İzmir’de yaşayan 2 çocuk annesi Sıdıka Yarımbaş’ın, uyku sorunu çeken oğlu için geri dönüşüm malzemelerini kullanarak yaptığı eğlenceli oyunlar, karantina günlerinde ilgi odağı oldu. Anne Yarımbaş, 4 yıl önce dünyaya gelen oğluna kronik uyku bozukluğu tanısı konmasının ardından, iş hayatına ara verdi ve bu sorunu çözmek için çareler aramaya başladı. Çeşitli hastanelerden tıbbî destek almanın yanı sıra farklı eğitim kurumlarının araştırmalarından esinlenerek oğlunun ilgisini çekecek oyunlar tasarlamaya başladı.

AA muhabirine yaptığı açıklamada, tasarladığı oyunları oğluyla birlikte oynamaya başladıkça oğlunda dinginleşme ve rahatlama gördüğünü vurgulayan Yarımbaş, oğlunun 3 saatlik uykusunun da 6,5 saate çıktığını ifade etti.
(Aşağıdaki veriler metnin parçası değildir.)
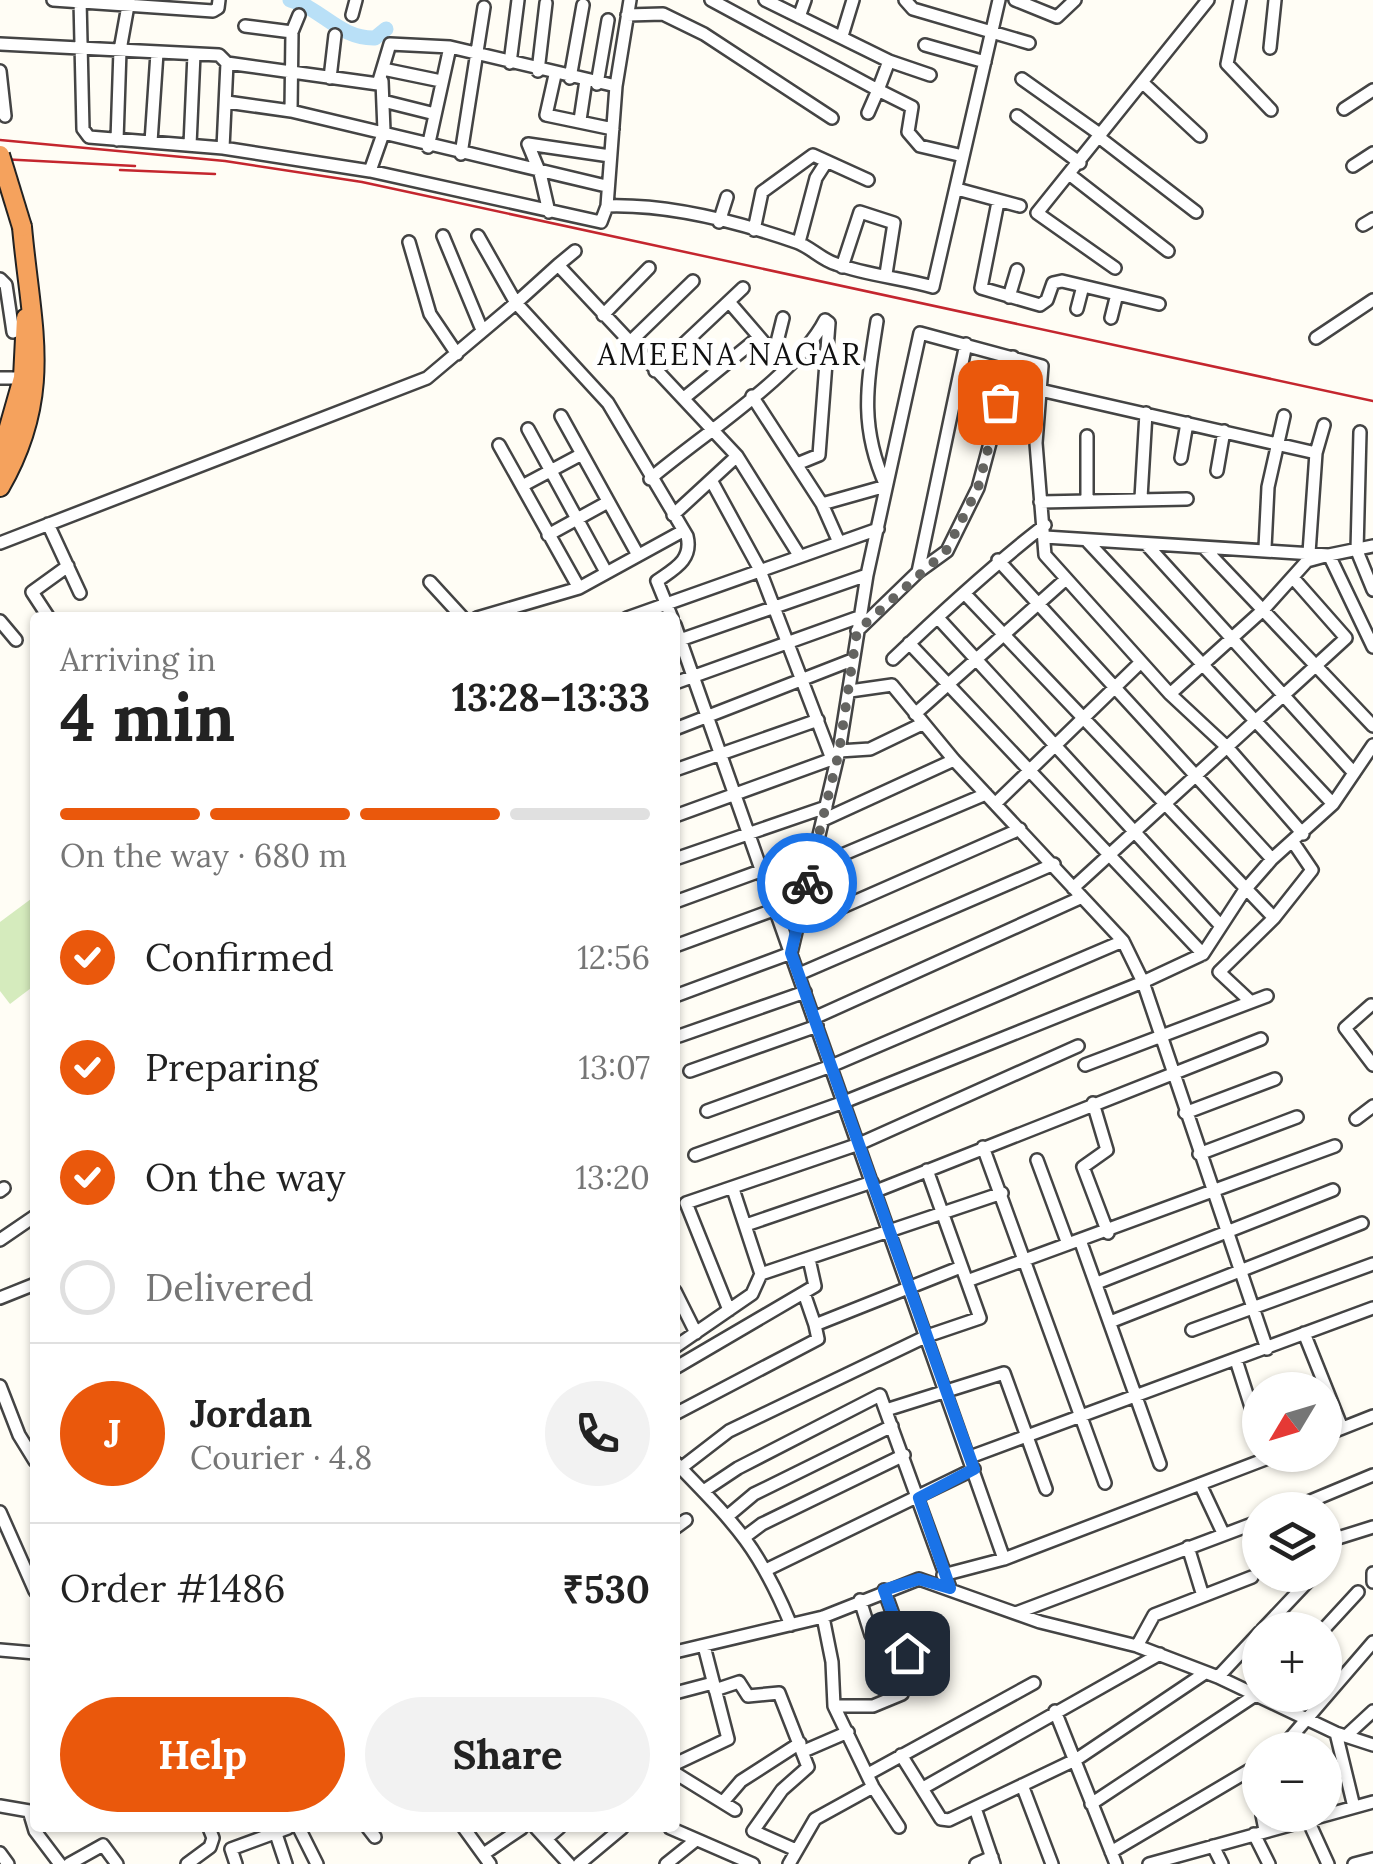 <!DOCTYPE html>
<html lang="en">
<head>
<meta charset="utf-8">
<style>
	:root { --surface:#fff; --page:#f2f2f2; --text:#222; --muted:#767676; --line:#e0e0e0; --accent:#ea580c }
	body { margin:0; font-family:Lora,serif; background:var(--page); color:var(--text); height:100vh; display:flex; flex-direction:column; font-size:38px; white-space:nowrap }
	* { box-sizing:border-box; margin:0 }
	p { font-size:32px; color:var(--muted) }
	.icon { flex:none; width:55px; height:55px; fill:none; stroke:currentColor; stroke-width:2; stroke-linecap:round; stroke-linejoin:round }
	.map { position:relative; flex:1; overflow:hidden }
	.panel { position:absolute; left:30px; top:612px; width:650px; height:1220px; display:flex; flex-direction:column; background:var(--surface); border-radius:10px; box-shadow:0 2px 8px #0004 }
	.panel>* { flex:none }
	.needle { width:65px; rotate:232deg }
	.controls { position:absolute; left:1242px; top:1372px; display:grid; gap:20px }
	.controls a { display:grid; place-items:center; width:100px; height:100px; border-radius:50%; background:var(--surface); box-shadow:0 2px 8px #0004; font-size:50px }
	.pin { position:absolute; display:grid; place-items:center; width:85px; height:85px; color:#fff; margin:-42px; border-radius:20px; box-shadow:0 5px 15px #0006 }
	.courier { position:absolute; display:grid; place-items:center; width:100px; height:100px; margin:-50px; border:8px solid #1a73e8; border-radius:50%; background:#fff; color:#222; box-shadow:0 2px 12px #0007 }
	.head em { font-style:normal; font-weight:700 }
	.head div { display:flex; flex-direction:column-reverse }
	.head { display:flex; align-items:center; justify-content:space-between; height:170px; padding:0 30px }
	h1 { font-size:65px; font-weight:700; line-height:75px }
	.bar { display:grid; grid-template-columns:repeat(4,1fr); gap:15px 10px; align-content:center; height:120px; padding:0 30px }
	.bar i { height:12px; border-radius:8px; background:var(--line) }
	.bar .active { background:var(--accent) }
	.bar p { grid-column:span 4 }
	.line { display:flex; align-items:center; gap:25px; padding:0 30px; border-top:2px solid var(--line) }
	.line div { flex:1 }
	.round { display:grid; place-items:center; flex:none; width:105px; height:105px; border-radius:52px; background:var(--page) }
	ol { padding:0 30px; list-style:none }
	li { display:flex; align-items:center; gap:30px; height:110px }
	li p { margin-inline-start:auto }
	li .icon { padding:10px; border-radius:50%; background:var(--accent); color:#fff; stroke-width:4 }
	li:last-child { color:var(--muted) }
	li i { width:55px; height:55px; border:5px solid var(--line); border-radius:50% }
	.button { display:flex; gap:20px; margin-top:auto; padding:20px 30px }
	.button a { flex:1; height:115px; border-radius:60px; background:var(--accent); color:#fff; font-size:40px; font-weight:700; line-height:115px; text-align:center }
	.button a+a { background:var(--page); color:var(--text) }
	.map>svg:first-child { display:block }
	.green { fill:#d5ebbd }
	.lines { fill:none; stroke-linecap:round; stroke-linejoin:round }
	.river { stroke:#b9e0f7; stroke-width:15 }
	.minor-casing { stroke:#444; stroke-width:16 }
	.highway-casing { stroke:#222; stroke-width:22 }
	.minor { stroke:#fff; stroke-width:11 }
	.highway { stroke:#f5a25d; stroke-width:18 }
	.rail { stroke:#c4262e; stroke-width:2.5 }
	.highway-bridge-casing { stroke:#222; stroke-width:22; stroke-linecap:butt }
	.highway-bridge { stroke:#f5a25d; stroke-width:18 }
	.done { stroke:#646461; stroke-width:10; stroke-dasharray:0 18 }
	.route { stroke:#1a73e8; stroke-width:12 }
	.labels { text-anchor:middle; stroke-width:10; stroke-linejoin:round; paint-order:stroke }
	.neighbourhood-label { font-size:30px; letter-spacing:2.5px; fill:#111; stroke:#fff }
</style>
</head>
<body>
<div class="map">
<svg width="1373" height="1864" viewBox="0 0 1373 1864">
	<rect width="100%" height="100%" fill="#fffdf5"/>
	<path class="green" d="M35,896V985L10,1004L0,991V922Z"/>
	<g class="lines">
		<path class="river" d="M290,0C322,8 339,39 375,38L386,29"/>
		<defs>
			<path id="minor" d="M53,0L213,11L218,8L219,0
				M80,0L83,129L89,137L223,148L370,171L601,222L607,206L616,86L630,0
				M711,0L878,90L868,113
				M765,0L889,61
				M905,0L913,9L1029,43
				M1015,0L1057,17L1075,0
				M1240,0L1227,64L1271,110
				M299,15L292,32L291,111L606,186
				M352,15L356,0
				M627,15L663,14L704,34L832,118
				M799,17L805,0
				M245,26L292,32
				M842,36L853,0
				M0,44L219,55L227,63
				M925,45L985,62
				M1270,48L1275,0
				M510,63L518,0
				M383,69L441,81
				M0,71L5,116
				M538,71L546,3
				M555,75L546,115L613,129
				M930,75L889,61L878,90L912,107L908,132L920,146L963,156
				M330,78L335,35
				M570,78L583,5
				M1022,79L1101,135
				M1143,83L1200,136
				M597,84L608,20
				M383,101L435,114
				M227,102L291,111
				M1344,109L1373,90
				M1017,116L1080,163
				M580,120L586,80
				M1100,138L1196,212
				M117,140L120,50L129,0
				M151,142L157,53
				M190,145L194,54
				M428,147L450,47
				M223,148L227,63L378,84L390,44L450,47L616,86
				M461,154L484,7
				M1353,166L1373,153
				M370,171L384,131L382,81
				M1069,174L1168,251
				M957,189L1020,206
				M998,202L981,288L1040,305L1047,300L1053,283L1062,281L1159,304
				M607,206C669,204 738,222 796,242C811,247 820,259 836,264C867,275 901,278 933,287L999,0
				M549,212L540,173L528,144L610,156
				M719,222L727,197
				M1363,225L1373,219
				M754,230L762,192L813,155L868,180
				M443,236L482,330
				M478,236L516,303L558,265L737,456L799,555
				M409,242L430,314L457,354
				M799,242L816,178L825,164
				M558,265L575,251
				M842,267L860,212L894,223L886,274
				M1115,268L1037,213L1208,0
				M0,279L6,285L13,332
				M1009,297L1017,270
				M730,303L786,368
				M1077,309L1083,286
				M603,315L649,268
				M1111,318L1117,294
				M1316,338L1373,300
				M629,343L693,281
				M774,354L783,318
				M655,371L743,288
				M0,378H23
				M1040,390L1316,453
				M752,396L822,504L838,540
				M684,398L759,337
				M561,416L638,555
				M528,429L606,572
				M1360,432L1357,551L1373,590
				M499,445L579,588
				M1181,458L1187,423
				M797,464L819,455L829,323
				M1217,471L1224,431
				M650,479C699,437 798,374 825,320L829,323
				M711,480L759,568L832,759
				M522,486L582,454
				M1141,498L1146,413
				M1087,500V436
				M1040,502L1187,499
				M822,504L886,486C859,426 867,385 877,321
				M673,515L737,456
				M48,524L80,593
				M548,535L608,502
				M1045,537L1329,555L1373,546
				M1088,542L1333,804
				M0,543L427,378L516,303L608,403L687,536C693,560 674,569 657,581L672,618
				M1146,544L1354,773
				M1204,548L1373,726
				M1265,548L1268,487L1284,416
				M1309,553L1316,453L1324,425
				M998,560L1272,859
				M918,572L947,551L978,488L1013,357
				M430,582L463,618
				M966,595L1274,918
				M49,618L32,592L68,566
				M477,618L579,588L681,532
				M627,618L878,529
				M939,619L1221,926
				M0,621L16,640
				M675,625L1004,1559
				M857,631L918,572L966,344
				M677,641L867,575
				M909,643L1203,954
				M893,659C940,614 993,565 1045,525
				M675,683L859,617
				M850,691L892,685L954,760L1123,941L1143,982L1267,1349
				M1170,694L1263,610L1307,561L1329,555L1373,647
				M915,714L1066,579
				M675,729L852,660
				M839,751L870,749L922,724
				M675,770L818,720
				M996,803L1141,662
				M675,816L832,759L836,763
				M823,820L954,760
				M675,859L826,807
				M811,868L986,794
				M1073,888L1346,638L1294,579
				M675,902L815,851
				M797,927L1020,829
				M675,946L776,909
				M799,974L1054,864
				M675,996L791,953L839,751L867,575L920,333L1042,366L1036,443L1045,555L1170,694L1228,748L1303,834
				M1250,1001L1219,972L1274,918L1312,870L1293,842
				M1371,1005L1345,1028L1373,1065
				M814,1018L1080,898
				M679,1036L805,992
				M1085,1065L1267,996
				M690,1071L817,1026
				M1093,1103L1107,1150L1083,1167L1108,1233
				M707,1111L831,1066L1123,941
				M1185,1113L1275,1079
				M1356,1119L1373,1106
				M983,1147L1105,1483
				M1199,1154L1297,1117
				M695,1155L844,1102L1143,982L1203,954L1244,891L1272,859L1333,804L1373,745
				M1037,1160L1068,1244
				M733,1189L761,1274
				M0,1191L4,1188
				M876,1191L1261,1039
				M746,1225L872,1182
				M0,1240L35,1216
				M1080,1240L1160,1464
				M967,1281L1335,1146
				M1097,1283L1333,1190
				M675,1291L696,1333
				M804,1293L815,1325
				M0,1298L35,1284
				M729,1310L686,1203L859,1144L1078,1046
				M1110,1322L1362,1223
				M1192,1330L1373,1264
				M1304,1333L1342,1428
				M675,1347L752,1294L761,1274L1002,1193
				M1236,1360L1260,1435
				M675,1368L815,1286L809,1259
				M0,1386L19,1435L35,1461
				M886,1410L1004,1373L1046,1489
				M675,1414L818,1339L815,1325L961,1267
				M1325,1435L1373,1416
				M970,1457L1373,1308
				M675,1462C734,1523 758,1545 791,1625
				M681,1468L729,1431L927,1336L980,1318L927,1170
				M1200,1484L1223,1533
				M705,1490L738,1468L880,1395L950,1588
				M1289,1510L1373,1475
				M0,1512L35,1591
				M729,1515L754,1494L892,1426
				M675,1528L686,1520
				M746,1536L762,1524L904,1455
				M1325,1542L1373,1527
				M1188,1547L1203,1596
				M768,1569L974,1469
				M1373,1573V1582
				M943,1575L1004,1559L1276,1455
				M860,1600L871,1635
				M1016,1613L1260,1521
				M823,1617L832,1662L834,1706H873L902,1694L907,1653L884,1590
				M1262,1630L1314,1575
				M1323,1630L1358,1592
				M1137,1646L1154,1615L1252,1577
				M0,1650L35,1653
				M675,1652L823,1617L919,1579L1040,1622L1137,1646L1218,1677L1336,1733L1373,1745
				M1218,1677L1260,1632
				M715,1690L739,1682L748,1696L779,1693L808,1767L782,1790L753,1831L796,1850
				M675,1693L713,1683
				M834,1706L873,1787L899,1827
				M1055,1711L1116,1864
				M1336,1733L1354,1807
				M1346,1736L1373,1711
				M1280,1750L1373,1642
				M804,1751L848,1732
				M901,1755L941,1819L949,1820L1077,1759L1205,1673
				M675,1764L728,1739L704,1646
				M1253,1769L1260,1803
				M675,1773L735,1810
				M868,1774L1034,1683
				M1022,1785L1052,1864
				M923,1788L1160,1654
				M723,1802L741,1781L800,1743
				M1091,1804L1257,1694
				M0,1806L35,1812
				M29,1811L35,1831L60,1864
				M976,1811L994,1864
				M1262,1815L1265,1830
				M1307,1818L1328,1864
				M299,1828L317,1864
				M368,1828L375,1837
				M464,1828L490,1864
				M536,1828L569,1864
				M670,1828L753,1864
				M276,1834L286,1864
				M1254,1834L1269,1864
				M546,1839L559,1828
				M1213,1846L1222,1864
				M1111,1852L1260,1764
				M0,1853L8,1864
				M485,1853L522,1828
				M69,1864L103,1845L117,1864
				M187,1864L210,1847L213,1838L209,1828
				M236,1864L231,1849L288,1828
				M579,1864L622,1828
				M666,1864L696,1840
				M789,1864L815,1819L873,1787
				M976,1864L992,1857
				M1149,1864L1373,1802
				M1354,1864L1373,1859"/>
			<path id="highway" d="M0,459L23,378L26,318
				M0,487C54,393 31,327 22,227"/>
		</defs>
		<use href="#minor" class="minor-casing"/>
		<use href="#highway" class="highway-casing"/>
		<use href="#minor" class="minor"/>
		<use href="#highway" class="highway"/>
		<path class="rail" d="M0,140L225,161L362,182L1373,401
			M0,159L135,166
			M120,170L215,174"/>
		<defs>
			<path id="highway-bridge" d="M0,155L22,227"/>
		</defs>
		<use href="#highway-bridge" class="highway-bridge-casing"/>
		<use href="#highway-bridge" class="highway-bridge"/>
	</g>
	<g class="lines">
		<path class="done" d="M807,883L839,752L857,631L946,551L978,488L1000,402"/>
		<path class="route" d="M807,883L791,953L974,1469L919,1498L950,1588L919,1579L884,1590L907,1653"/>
	</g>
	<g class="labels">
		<g class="neighbourhood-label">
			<text x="730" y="365">AMEENA NAGAR</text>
		</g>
	</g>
</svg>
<div class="controls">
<a><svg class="needle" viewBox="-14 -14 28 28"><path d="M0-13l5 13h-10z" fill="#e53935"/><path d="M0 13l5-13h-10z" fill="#767676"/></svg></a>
<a><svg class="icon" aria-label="layers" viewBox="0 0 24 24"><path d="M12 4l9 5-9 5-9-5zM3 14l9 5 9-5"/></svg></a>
<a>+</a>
<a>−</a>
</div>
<div class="pin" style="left:1000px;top:402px;background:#ea580c"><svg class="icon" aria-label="bag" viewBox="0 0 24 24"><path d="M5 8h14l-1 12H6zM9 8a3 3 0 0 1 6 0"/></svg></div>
<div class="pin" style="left:907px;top:1653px;background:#1f2937"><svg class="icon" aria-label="home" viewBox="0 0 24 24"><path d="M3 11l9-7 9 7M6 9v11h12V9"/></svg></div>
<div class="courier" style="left:807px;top:883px"><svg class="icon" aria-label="bike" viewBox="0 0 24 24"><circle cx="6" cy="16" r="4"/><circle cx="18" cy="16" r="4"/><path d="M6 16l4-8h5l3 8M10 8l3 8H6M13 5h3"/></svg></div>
<section class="panel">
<div class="head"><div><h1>4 min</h1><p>Arriving in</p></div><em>13:28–13:33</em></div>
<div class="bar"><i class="active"></i><i class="active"></i><i class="active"></i><i></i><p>On the way · 680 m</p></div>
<ol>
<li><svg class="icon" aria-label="check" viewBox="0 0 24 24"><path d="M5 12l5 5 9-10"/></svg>Confirmed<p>12:56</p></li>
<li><svg class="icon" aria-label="check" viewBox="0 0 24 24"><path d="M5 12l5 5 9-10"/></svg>Preparing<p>13:07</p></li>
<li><svg class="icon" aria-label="check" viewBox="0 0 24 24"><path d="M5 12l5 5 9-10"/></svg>On the way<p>13:20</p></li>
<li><i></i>Delivered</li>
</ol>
<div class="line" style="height:180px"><b class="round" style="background:var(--accent);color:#fff">J</b><div><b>Jordan</b><p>Courier · 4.8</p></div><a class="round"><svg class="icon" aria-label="phone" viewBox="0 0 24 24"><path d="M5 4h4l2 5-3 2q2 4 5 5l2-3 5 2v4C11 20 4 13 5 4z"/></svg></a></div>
<div class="line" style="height:130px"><div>Order #1486</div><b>₹530</b></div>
<div class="button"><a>Help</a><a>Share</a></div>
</section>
</div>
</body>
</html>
Ayrıca sosyal medya hesabından tasarladığı oyunları paylaştığını ve özellikle yurtdışından çok takipçisi olduğunu vurgulayan Yarımbaş şunları söyledi: “Almanya, Fransa, İsviçre, Afrika’dan bir anne çocuğuyla evde benim hazırladığım oyunla oynarken bana bir video atıyor, bu çok duygulandırıyor. Çocuğun gülümsemesinde payımın olması beni çok mutlu ediyor. Amaç çocukların vücutlarındaki enerjiyi dışarı atmalarını ve yüzlerindeki mutluluğu sağlayabilmek. Anne olarak üzerime çok şey düştüğünü fark ettim. Salgınla beraber oyunlara daha fazla yüklendim.”

Hiçbir karşılık beklemeyerek evlatlarını seven, onlarla ilgilenen, Cennet’in ayakları altında olduğu şefkat kahramanı annelerimizin, bireyin ve toplumun ilk ve en önemli eğitimcisi olma vasfını taşıdığını görmekteyiz.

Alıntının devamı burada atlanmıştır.